Immigrant youths fight to survive in Athens, Greece.

IT’S NOT a boxing movie, but From the Edge of the City does have testosterone to burn. “We got big dicks,” says 17-year-old Sasha (Stathis Papadopoulos), whose activities of choice are fucking, clubbing, and getting high. He’s the handsome antihero of Greek writer-director Constantinos Giannaris’ gritty vision of young, displaced Pontioi, or immigrants from the former Soviet Union who live on the outskirts of Athens. The story’s angle is unwaveringly masculine, as men dictate women’s fate.
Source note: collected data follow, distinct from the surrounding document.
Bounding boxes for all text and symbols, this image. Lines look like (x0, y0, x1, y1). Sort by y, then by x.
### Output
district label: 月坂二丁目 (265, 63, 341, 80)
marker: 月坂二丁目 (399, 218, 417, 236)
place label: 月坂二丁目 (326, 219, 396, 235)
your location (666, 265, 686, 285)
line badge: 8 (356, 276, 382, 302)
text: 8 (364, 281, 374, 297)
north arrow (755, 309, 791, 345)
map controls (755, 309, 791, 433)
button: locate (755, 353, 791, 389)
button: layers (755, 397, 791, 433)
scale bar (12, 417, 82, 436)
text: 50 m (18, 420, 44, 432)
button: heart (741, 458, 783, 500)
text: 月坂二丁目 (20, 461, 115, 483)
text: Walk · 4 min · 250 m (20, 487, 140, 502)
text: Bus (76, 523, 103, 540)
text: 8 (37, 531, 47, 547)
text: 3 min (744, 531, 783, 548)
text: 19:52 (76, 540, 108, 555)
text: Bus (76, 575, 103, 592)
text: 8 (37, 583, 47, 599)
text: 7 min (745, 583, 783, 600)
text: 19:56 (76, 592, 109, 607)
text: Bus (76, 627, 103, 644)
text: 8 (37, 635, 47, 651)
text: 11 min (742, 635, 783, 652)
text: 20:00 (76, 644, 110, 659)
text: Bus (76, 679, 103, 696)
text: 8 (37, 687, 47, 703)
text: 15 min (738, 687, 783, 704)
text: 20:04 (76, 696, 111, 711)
Sasha’s girlfriend Elenista is idealized as a virgin bride, but others are whores to be bought, sold, or traded in for newer models. (This kind of machismo allows for plenty of homoerotic scenes—muscles, sweat, stubble, and “blowback,” a kiss-like act of sharing a joint, are lasting images.)


FROM THE EDGE OF THE CITY

directed by Constantinos Giannaris with Stathis Papadopoulos runs September 22-28 at Varsity


Avoiding romantic shots of the Acropolis or the Mediterranean coastline, cinematographer George Argiroiliopoulos focuses instead on generic sprawl, mirroring the grim lives of Sasha and his friends, who are involved in pimping and hustling. Uneducated and uninterested, this gang doesn’t really belong to Greece or Russia; some of the boys don’t even know what happened in Chernobyl. But while the Pontioi are rejected by native Greeks, they in turn express racist anti-Albanian sentiments.
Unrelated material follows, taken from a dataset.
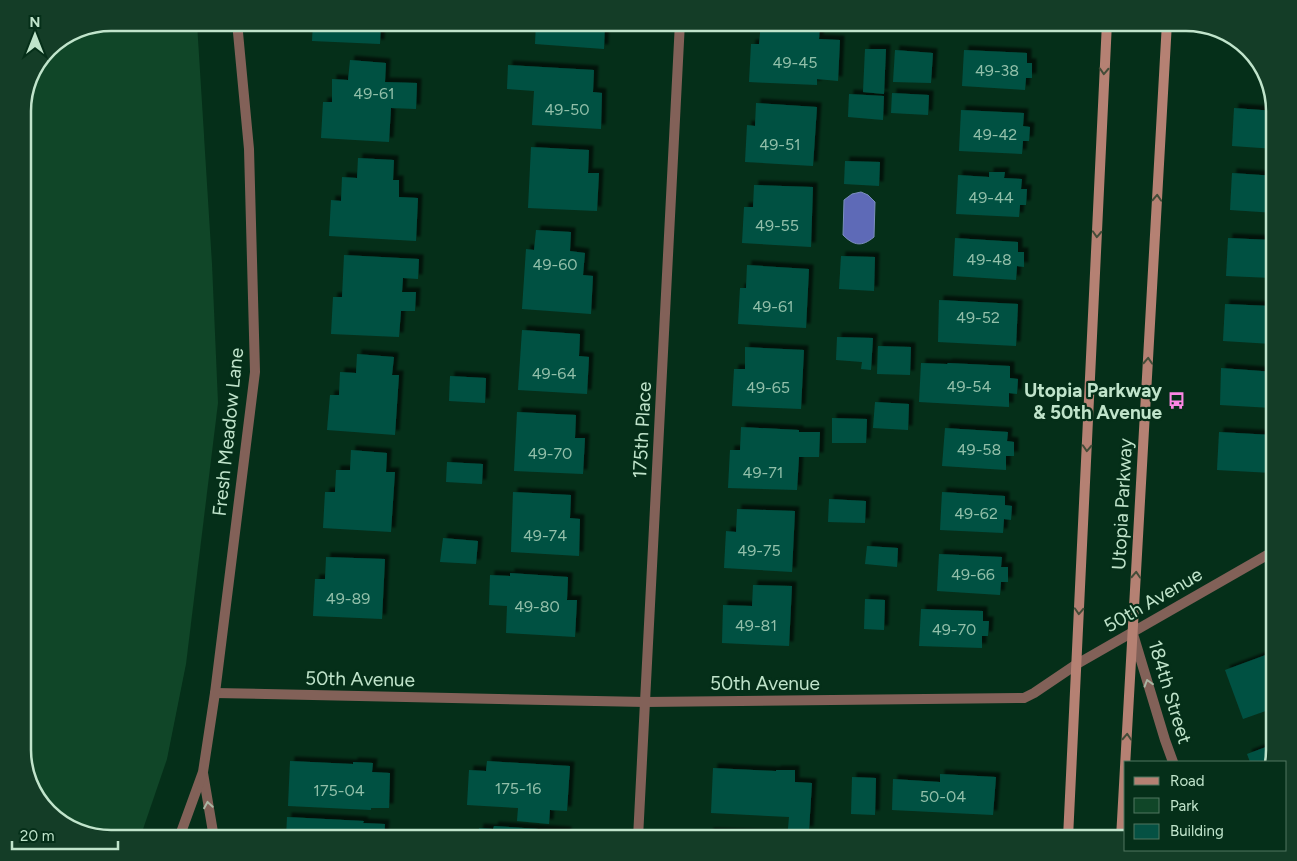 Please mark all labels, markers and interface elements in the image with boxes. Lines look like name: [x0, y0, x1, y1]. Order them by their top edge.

Accompanied by a techno soundtrack and jump-cutting between scenes as smoothly as a record on a DJ’s turntable, From the Edge skips around to different characters, the most memorable of whom is the prostitute Natasha (Theodora Tzimou), a striking blonde desperately seeking anyone’s love, including her pimp Giorgos’ (Dimitris Papoulidis). Dramatic segments are intercut with a documentary-style interview between Sasha and an unseen narrator, a device that is fairly common in French film but feels contrived here.

While stylish, music-fueled films about ghettoized young men aren’t new to American audiences, From the Edge is noteworthy because it doesn’t moralize and judge its tragic figures. However, those seeking beefier plot and character development may want to look elsewhere.